Comment by ajuc

11 years ago

The tree would just give you code-folding for free. Callgraphs, searching for references etc would still need to be recalculated by the code indexer. The only advantage is - no parsing step.

Meanwhile you would need to rewrite all the universal text-based tools from scratch specifically for your particular binary format. And this almost never happens so people are left with no way to merge files (Oracle Forms I'm looking at you).

BTW - merging and diffing files is when the abstraction often leaks, too, or at least wants to leak.

For example - when you have 2 trees with every node the same, but root node changed from <interface> to <class>. I guess your tree-based tool shows the whole tree as a difference? What about when you wrap half of the tree in <namespace>?

Textual diff would be 2 lines in both examples.

There are many possible situations, and I admit that in some tree-based approach is better, but there are many situations where you need better granularity than is possible without leaking the lower level. With text format that lower level is human-readable, and you can automerge unsafely (but concisely) and leave fixing the result to human. With binary format if you couldn't detect concise description of the change - you just show "everything was deleted and that new file was added" which isn't particulary helpful to the person that merge changes.

Can you merge word documents or databases? There's certainly market for that.

Callgraphs, searching for references etc would still need to be recalculated by the code indexer.

The what? Sorry, I really don't know what you're talking about.
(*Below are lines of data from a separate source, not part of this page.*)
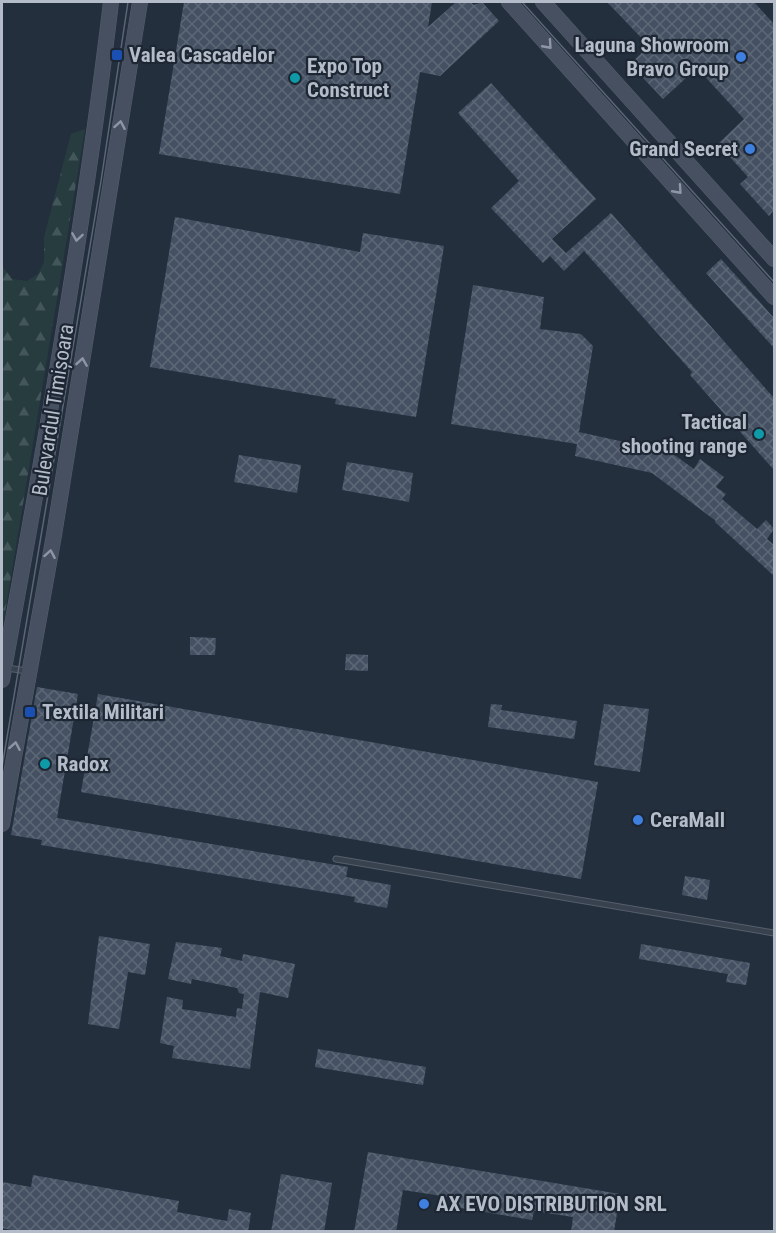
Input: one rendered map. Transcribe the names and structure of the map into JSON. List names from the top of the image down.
{
  "streets": {
    "main road": ["Bulevardul Timișoara"]
  },
  "places": {
    "transit": ["Valea Cascadelor", "Textila Militari"],
    "other": [
      "Laguna Showroom Bravo Group",
      "Expo Top Construct",
      "Grand Secret",
      "Tactical shooting range",
      "Radox",
      "CeraMall",
      "AX EVO DISTRIBUTION SRL"
    ]
  }
}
If you want to introduce a reference, logical thing to do is checking it in the same moment.

The only advantage is - no parsing step.

There are many more, see my other reply to icebraining.
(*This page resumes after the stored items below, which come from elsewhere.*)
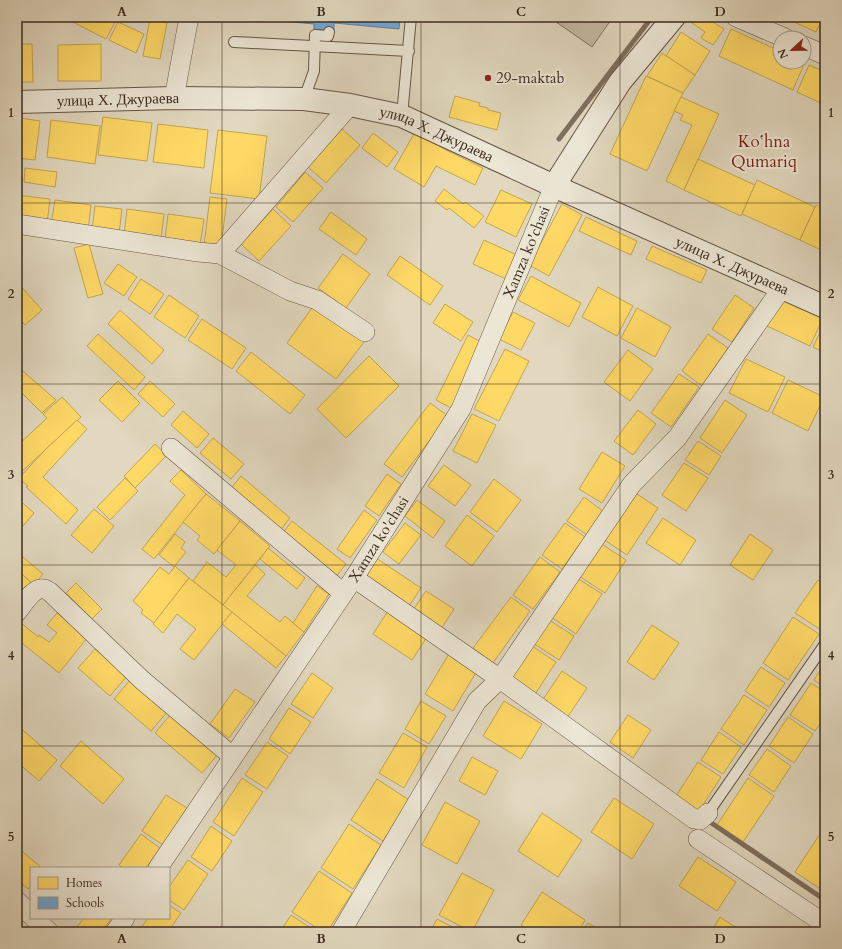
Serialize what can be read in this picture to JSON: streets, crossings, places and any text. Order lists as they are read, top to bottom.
{
  "streets": {
    "street": ["улица Х. Джураева", "Xamza ko'chasi"]
  },
  "crossings": [
    ["улица Х. Джураева", "Xamza ko'chasi"]
  ],
  "districts": ["Koʻhna Qumariq"],
  "places": ["29-maktab"],
  "legend": ["Homes", "Schools"],
  "north": "left",
  "grid": {
    "columns": [
      "A",
      "B",
      "C",
      "D"
    ],
    "rows": [
      "1",
      "2",
      "3",
      "4",
      "5"
    ]
  }
}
About tools, you seem to give more importance to diff than to write programs with a more powerful environment. I can't agree. Also I don't think creating a suitable diff for trees is a hard problem. I just need to convince Linus of the idea and he will write one in a couple of days :-)

  • Oh, my bad, so you write references into the sourcefiles - smart. Your code isn't a tree anymore, but a graph, but other than that it will work.
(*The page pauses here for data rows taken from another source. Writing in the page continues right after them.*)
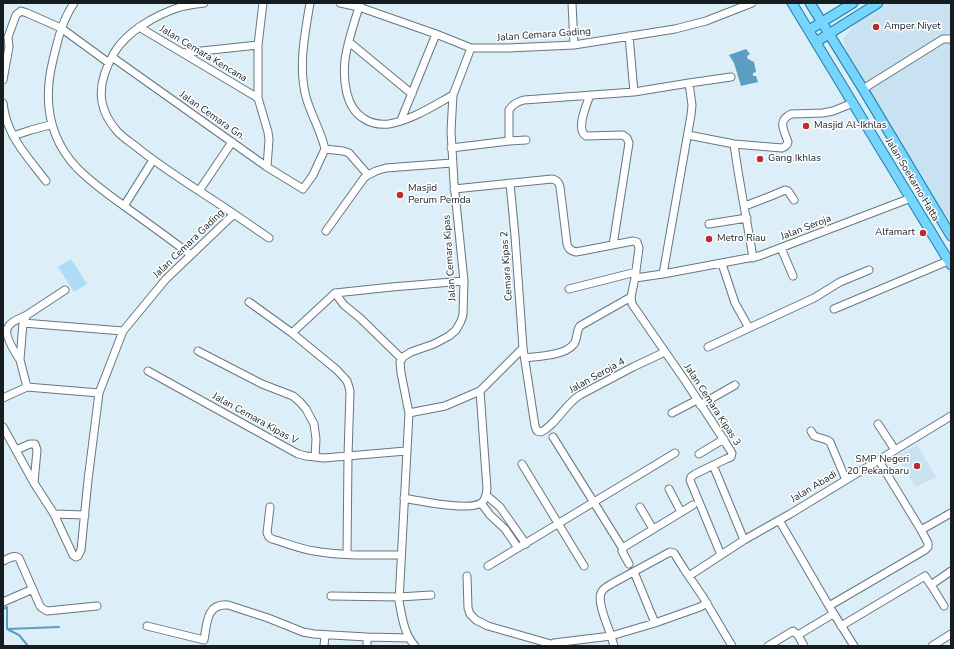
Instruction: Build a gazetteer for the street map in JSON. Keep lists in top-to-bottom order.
{
  "streets": {
    "main road": ["Jalan Soekarno Hatta"],
    "street": [
      "Jalan Cemara Gading",
      "Jalan Cemara Kencana",
      "Jalan Cemara Gn.",
      "Jalan Seroja",
      "Jalan Cemara Kipas",
      "Cemara Kipas 2",
      "Jalan Seroja 4",
      "Jalan Cemara Kipas 3",
      "Jalan Cemara Kipas V",
      "Jalan Abadi"
    ]
  },
  "crossings": [
    ["Jalan Cemara Gading", "Jalan Cemara Kencana"],
    ["Jalan Cemara Gading", "Jalan Cemara Gn."],
    ["Jalan Cemara Gading", "Jalan Cemara Kipas"],
    ["Jalan Soekarno Hatta", "Jalan Seroja"],
    ["Cemara Kipas 2", "Jalan Seroja 4"],
    ["Jalan Seroja 4", "Jalan Cemara Kipas 3"],
    ["Jalan Cemara Kipas 3", "Jalan Abadi"]
  ],
  "places": [
    "Amper Niyet",
    "Masjid Al-Ikhlas",
    "Gang Ikhlas",
    "Masjid Perum Pemda",
    "Alfamart",
    "Metro Riau",
    "SMP Negeri 20 Pekanbaru"
  ]
}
    Of course you still need code indexers for reverse lookups. You can't write "I am called from a,b,c,..." to source files because printf would be several gigabytes and growing each second:) So you still need code indexer to look up the code graphs in your workspace and build the index where this is called from.

    Regarding the diff/merge tooling - IMHO it's much more important than powerful editor. If my company forced me to write code in mcedit I could live with that. I would quit straight away if we had no version control, no matter the IDE we would use. I worked for a short time in oracle forms and I won't do that again.

    Re: merging of trees - you keep references in the trees so it's not a tree anymore, but graph possibly with cycles - makes it even harder to merge them properly (and you can't do unsafe merges because people won't fix them if it's binary format).

    • you keep references in the trees so it's not a tree anymore, but graph possibly with cycles

      Cycles, why? Tree+links can be treated as a tree visually.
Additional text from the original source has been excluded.